Yields and Measurements
Yields 25 cookies
Prep Time: 10 minutes
Total Time: 20 minutes
Stir in all wet ingredients you plan to use and stir them until everything has melted.
Add all dry ingredients to the mix and stir for a few minutes until everything is incorporated.
The finished result should look a little like cookie dough.
Pick up a quarter size amount, give or take, and squeeze tightly until the ingredients hold together. During this step, feel free to add a little more oatmeal if the cookies seem too wet. Or add a little extra oil or honey if they're not sticking together.
The original recipe without optional ingredients:
Yields 25 cookies
Prep Time: 10 minutes
Total Time: 20 minutes
Only Give your dog sugar free products that are also free of ANY artificial sweeteners.
Whole foods without additives are always best. Check the ingredients list of all products.
Stir all wet ingredients together over medium heat until the peanut butter has melted. Add the quick cooking oats, plus any other dry ingredients and continue to stir.
Once all wet and dry ingredients are fully incorporated, you should be left with a semi-dry looking paste that clumps like cookie dough, but still slightly separates as your stir. Allow to cool for 15 minutes or longer.

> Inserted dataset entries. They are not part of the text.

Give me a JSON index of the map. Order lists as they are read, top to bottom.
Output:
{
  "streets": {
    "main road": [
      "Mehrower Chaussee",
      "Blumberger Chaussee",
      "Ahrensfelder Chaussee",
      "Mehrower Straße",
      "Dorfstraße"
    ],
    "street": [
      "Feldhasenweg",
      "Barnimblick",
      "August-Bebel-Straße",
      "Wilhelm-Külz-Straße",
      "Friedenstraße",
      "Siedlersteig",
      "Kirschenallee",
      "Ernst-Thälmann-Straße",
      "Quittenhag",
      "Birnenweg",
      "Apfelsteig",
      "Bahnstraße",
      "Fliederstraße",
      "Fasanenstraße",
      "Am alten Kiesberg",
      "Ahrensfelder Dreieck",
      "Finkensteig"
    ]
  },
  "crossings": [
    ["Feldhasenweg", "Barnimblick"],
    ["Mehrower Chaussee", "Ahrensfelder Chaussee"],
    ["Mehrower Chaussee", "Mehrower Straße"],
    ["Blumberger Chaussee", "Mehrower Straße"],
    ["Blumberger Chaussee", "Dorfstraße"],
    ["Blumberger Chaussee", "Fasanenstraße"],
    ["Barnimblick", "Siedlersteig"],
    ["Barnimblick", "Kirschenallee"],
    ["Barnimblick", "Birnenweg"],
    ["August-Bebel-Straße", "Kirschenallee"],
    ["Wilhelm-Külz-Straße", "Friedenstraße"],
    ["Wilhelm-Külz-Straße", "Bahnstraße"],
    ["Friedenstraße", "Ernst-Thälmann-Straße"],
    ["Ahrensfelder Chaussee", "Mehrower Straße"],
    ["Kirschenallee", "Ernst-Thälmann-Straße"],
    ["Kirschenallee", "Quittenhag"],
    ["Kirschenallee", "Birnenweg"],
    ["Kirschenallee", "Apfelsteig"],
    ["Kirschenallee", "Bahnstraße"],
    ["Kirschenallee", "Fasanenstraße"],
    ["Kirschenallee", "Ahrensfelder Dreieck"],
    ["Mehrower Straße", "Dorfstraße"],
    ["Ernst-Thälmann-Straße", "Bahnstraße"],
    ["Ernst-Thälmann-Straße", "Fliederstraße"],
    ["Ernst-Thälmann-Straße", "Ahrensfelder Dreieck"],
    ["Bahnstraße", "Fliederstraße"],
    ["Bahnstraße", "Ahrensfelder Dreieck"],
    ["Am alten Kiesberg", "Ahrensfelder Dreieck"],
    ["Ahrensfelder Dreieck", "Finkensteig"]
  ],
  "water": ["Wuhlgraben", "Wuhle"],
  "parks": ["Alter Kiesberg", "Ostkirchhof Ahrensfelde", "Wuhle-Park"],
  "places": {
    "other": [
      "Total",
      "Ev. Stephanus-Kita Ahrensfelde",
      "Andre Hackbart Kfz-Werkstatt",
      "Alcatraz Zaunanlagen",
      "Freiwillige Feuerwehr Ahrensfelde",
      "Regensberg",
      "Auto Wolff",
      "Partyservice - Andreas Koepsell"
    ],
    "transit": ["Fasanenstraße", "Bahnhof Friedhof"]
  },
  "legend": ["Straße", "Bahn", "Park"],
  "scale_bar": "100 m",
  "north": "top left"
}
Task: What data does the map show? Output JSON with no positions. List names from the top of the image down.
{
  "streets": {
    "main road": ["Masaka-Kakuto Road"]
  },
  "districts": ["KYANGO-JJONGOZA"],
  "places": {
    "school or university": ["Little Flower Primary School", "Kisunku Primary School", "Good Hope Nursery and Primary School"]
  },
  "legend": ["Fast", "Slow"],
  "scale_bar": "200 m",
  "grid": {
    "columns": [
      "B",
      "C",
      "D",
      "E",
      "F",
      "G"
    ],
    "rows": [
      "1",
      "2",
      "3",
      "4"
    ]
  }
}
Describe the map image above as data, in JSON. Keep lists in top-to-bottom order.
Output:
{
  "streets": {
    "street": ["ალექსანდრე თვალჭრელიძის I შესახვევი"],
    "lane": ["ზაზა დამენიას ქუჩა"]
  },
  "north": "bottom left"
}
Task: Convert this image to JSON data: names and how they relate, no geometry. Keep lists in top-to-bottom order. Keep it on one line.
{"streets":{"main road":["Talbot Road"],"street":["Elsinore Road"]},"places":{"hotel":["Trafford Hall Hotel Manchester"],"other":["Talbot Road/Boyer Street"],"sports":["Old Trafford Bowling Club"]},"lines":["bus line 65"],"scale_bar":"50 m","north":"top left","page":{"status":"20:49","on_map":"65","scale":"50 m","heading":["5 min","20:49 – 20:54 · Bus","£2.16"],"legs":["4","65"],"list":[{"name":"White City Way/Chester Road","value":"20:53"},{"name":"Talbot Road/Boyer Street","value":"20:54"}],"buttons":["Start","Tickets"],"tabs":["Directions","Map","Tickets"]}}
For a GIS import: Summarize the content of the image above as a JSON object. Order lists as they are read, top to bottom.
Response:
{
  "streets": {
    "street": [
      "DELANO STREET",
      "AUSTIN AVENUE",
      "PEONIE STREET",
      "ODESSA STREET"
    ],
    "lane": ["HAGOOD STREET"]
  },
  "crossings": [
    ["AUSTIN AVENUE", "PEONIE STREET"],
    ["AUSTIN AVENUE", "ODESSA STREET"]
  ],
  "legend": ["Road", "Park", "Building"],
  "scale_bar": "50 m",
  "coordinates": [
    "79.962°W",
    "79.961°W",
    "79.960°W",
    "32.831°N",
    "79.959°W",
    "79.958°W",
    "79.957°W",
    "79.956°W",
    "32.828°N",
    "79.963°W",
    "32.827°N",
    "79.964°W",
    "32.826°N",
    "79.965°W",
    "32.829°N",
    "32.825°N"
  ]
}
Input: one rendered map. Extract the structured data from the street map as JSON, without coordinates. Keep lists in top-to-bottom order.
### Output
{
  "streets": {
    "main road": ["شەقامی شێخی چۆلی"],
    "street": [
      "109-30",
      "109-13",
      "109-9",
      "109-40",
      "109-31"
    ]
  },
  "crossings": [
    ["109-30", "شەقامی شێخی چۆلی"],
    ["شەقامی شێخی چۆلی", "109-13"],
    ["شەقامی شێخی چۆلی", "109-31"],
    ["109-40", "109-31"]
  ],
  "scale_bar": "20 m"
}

Once cooled to the touch, form a small scoop of the mix into a tightly packed ball, or press into a silicone mold.
Note: If the cookies aren't staying together, you can add a little more honey or a little more oil and re-mix.
Lay on a clean flat surface such as a cookie sheet or wax paper.
Once all treats are formed, placed in an air tight container and store in the refrigerator.
Depending on what optional ingredients you used, these should last up to a week in the refrigeraor and up to 2 months in the freezer.
Regular Peanut Butter. Avoid sugar free peanut butter that contains any artifiical sweeteners, especially xylitol, which is deadly to dogs.
While everything in this no bake dog treat recipe is safe and healthy for dogs in moderation, these statement should not replace the advice of you veterinarian.
Regular peanut butter (not sugar free): Is completely safe for dogs in moderation. It's also a great source of essential nutrients like: protein, magnesium, phosphorous, zinc, vitamin B-3 (niacin), vitamin B-6, vitamin E.
Coconut Oil: Coconut oil is rich in healthy omega fats that are great for joint health, digestion and healthy skin and coat. Additionally, coconut oil is an antifungal that can help fight bacteria.
Olive Oil and Avacado Oil: Both oils are a good source of fats and have a lot of same benefits as coconut oil for healthy skin and coat.
Oats: Are a good source of protein and soluable fiber which is great for dogs and people.They also contain other vitamins and minerals like manganese, phosphorus, thiamine, folate, B vitamins, iron, selenium, magnesium, and zinc.